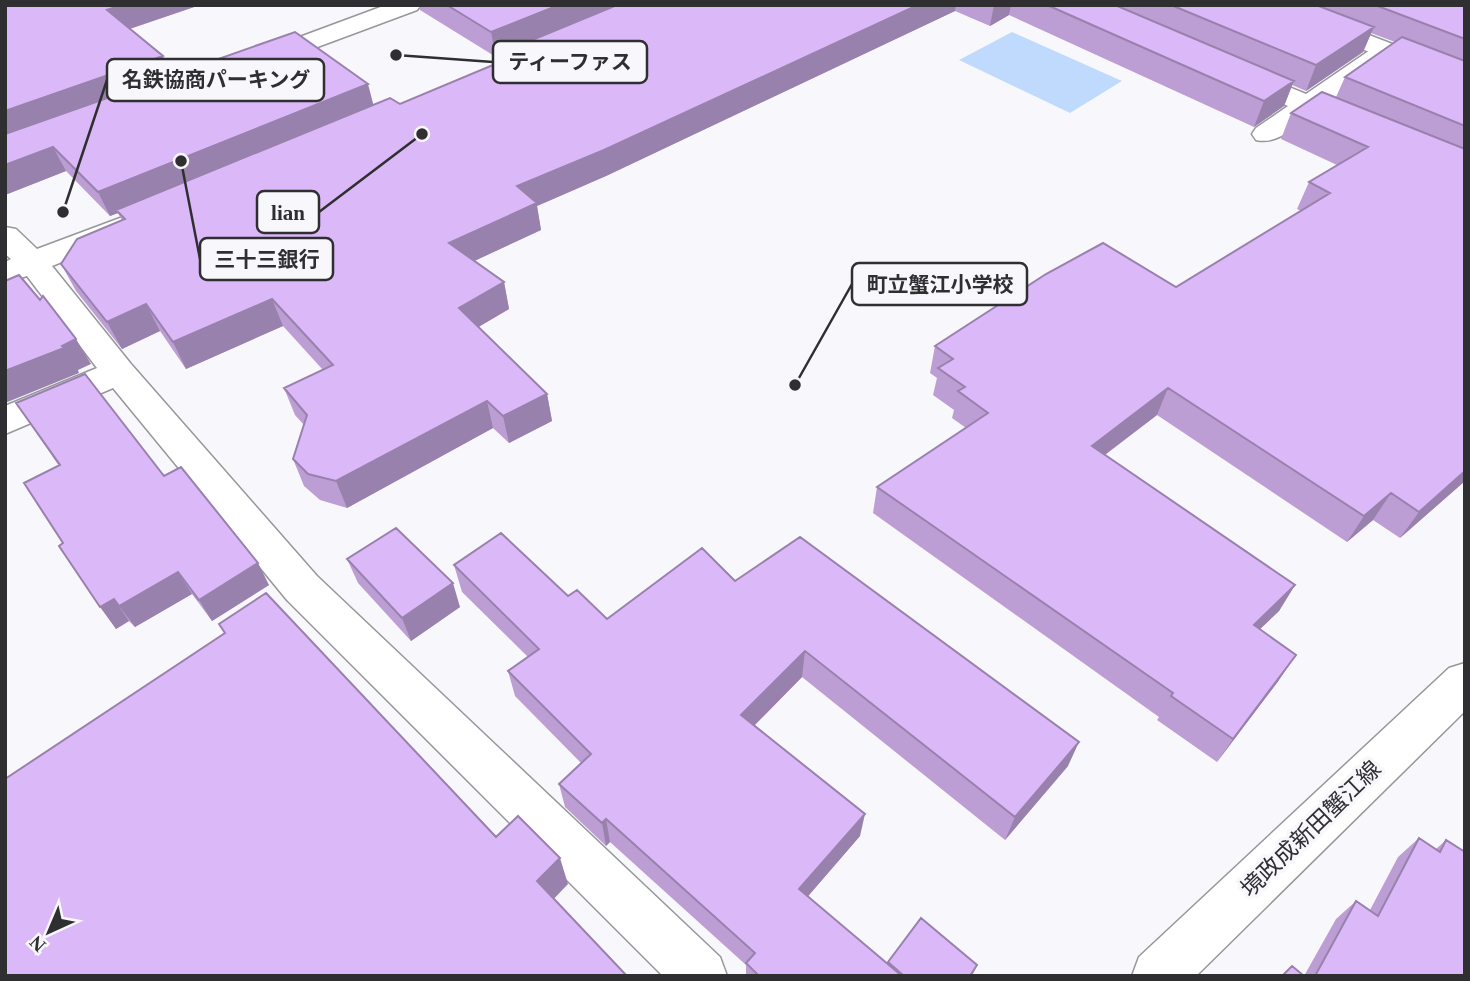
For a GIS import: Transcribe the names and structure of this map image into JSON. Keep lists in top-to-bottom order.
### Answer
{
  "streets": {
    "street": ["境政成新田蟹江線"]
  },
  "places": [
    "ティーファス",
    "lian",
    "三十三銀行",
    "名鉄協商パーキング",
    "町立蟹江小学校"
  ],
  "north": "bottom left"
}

============

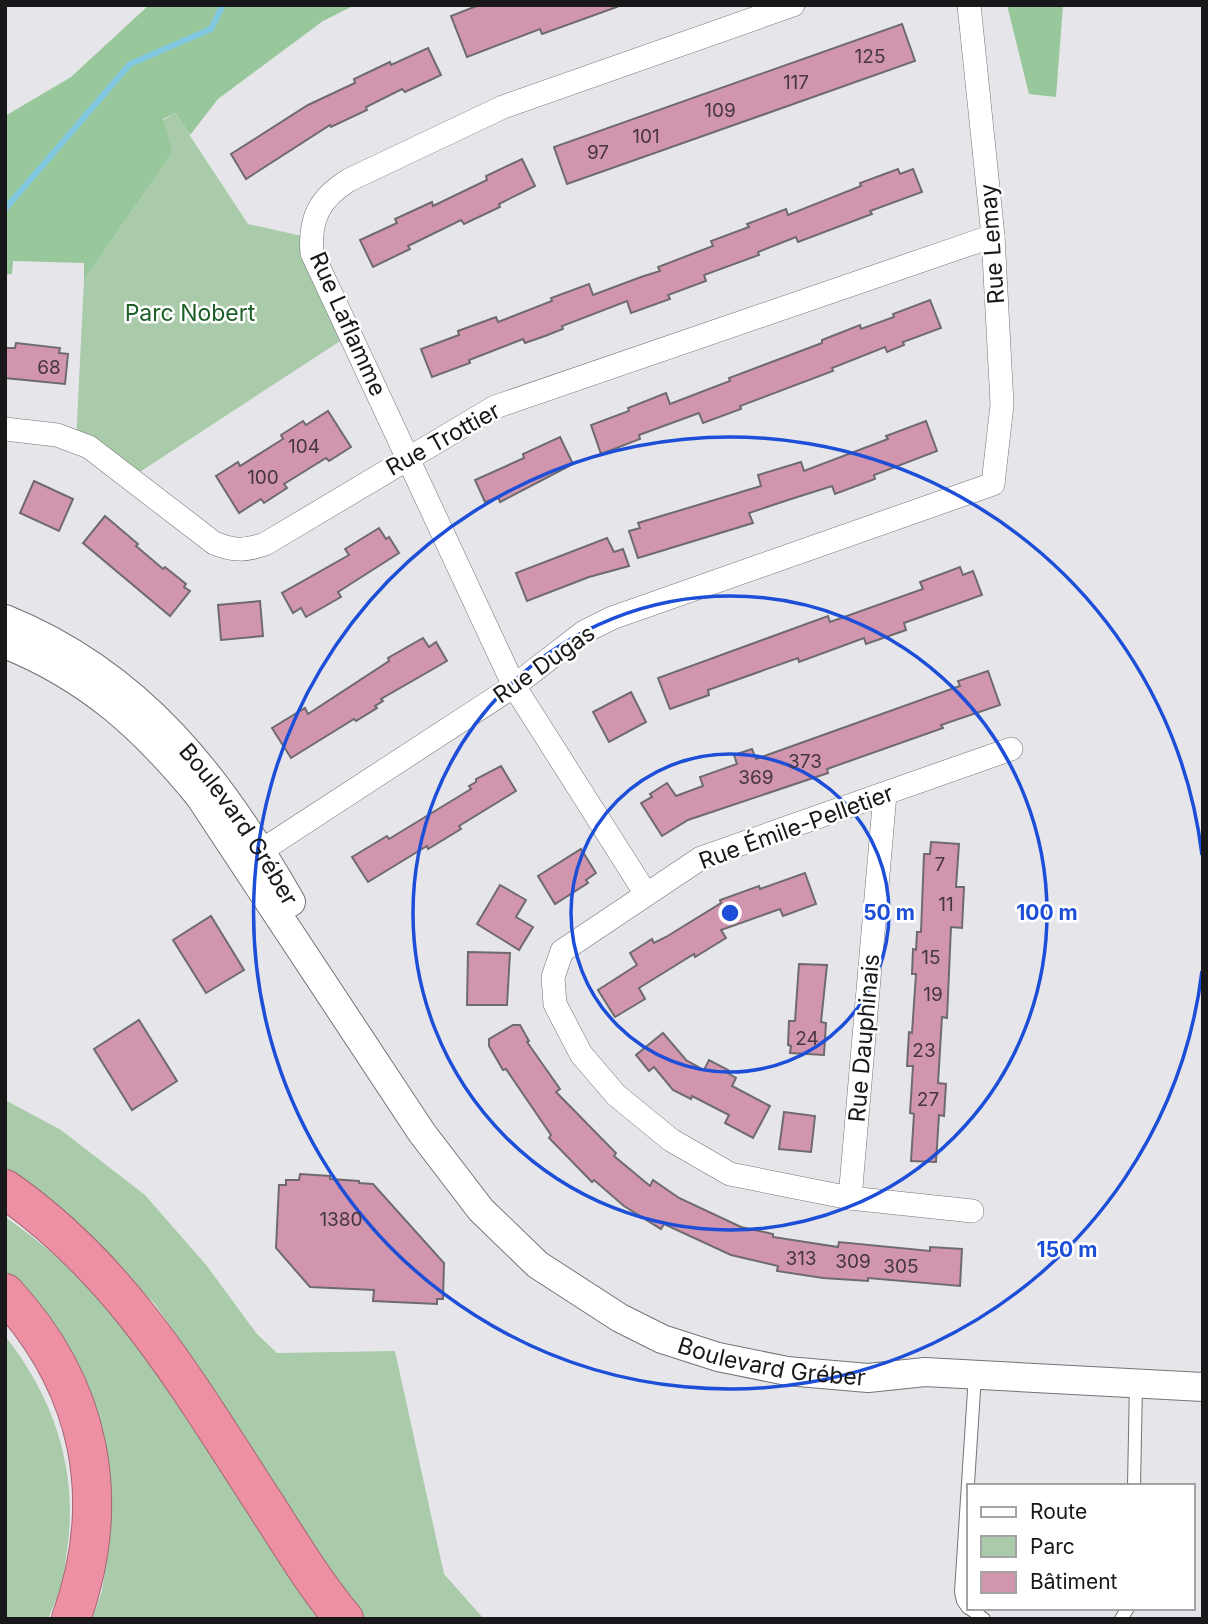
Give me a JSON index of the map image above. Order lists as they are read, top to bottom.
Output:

============

▶ **Your assignment**: Only the lines containing the word "JSON" should be returned from the data above.

▶ **Answer to this exercise**:
For a GIS import: Transcribe the names and structure of this map image into JSON. Keep lists in top-to-bottom order.
Give me a JSON index of the map image above. Order lists as they are read, top to bottom.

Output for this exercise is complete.